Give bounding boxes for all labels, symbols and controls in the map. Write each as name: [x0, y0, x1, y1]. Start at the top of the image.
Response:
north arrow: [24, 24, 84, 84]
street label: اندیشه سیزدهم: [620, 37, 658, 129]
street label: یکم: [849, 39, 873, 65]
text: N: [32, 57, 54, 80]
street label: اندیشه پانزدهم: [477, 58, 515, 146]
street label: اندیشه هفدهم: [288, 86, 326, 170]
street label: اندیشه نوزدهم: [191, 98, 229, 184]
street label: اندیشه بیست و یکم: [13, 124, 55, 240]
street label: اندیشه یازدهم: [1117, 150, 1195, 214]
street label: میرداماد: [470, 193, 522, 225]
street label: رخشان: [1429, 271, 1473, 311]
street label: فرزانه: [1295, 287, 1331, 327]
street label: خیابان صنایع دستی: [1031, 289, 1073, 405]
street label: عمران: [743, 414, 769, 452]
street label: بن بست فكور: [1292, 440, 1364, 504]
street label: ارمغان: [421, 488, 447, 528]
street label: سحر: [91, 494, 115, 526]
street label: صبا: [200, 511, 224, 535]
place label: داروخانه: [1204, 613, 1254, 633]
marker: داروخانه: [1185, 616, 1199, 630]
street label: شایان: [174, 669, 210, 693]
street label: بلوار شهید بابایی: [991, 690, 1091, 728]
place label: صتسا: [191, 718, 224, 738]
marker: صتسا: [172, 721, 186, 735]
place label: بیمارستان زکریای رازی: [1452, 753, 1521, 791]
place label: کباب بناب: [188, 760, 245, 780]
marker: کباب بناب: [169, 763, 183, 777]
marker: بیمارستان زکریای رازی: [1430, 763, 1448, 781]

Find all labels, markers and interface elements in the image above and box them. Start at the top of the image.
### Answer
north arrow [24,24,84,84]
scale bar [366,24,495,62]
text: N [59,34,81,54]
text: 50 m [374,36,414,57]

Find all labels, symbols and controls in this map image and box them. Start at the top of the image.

> **PROBLEM TO SOLVE**
Once the line containing "Find all labels, markers" is found, please retype it and every remaining line of the listing above, exactly, with nothing else.

> **REPLY**
Find all labels, markers and interface elements in the image above and box them. Start at the top of the image.
### Answer
north arrow [24,24,84,84]
scale bar [366,24,495,62]
text: N [59,34,81,54]
text: 50 m [374,36,414,57]

Find all labels, symbols and controls in this map image and box them. Start at the top of the image.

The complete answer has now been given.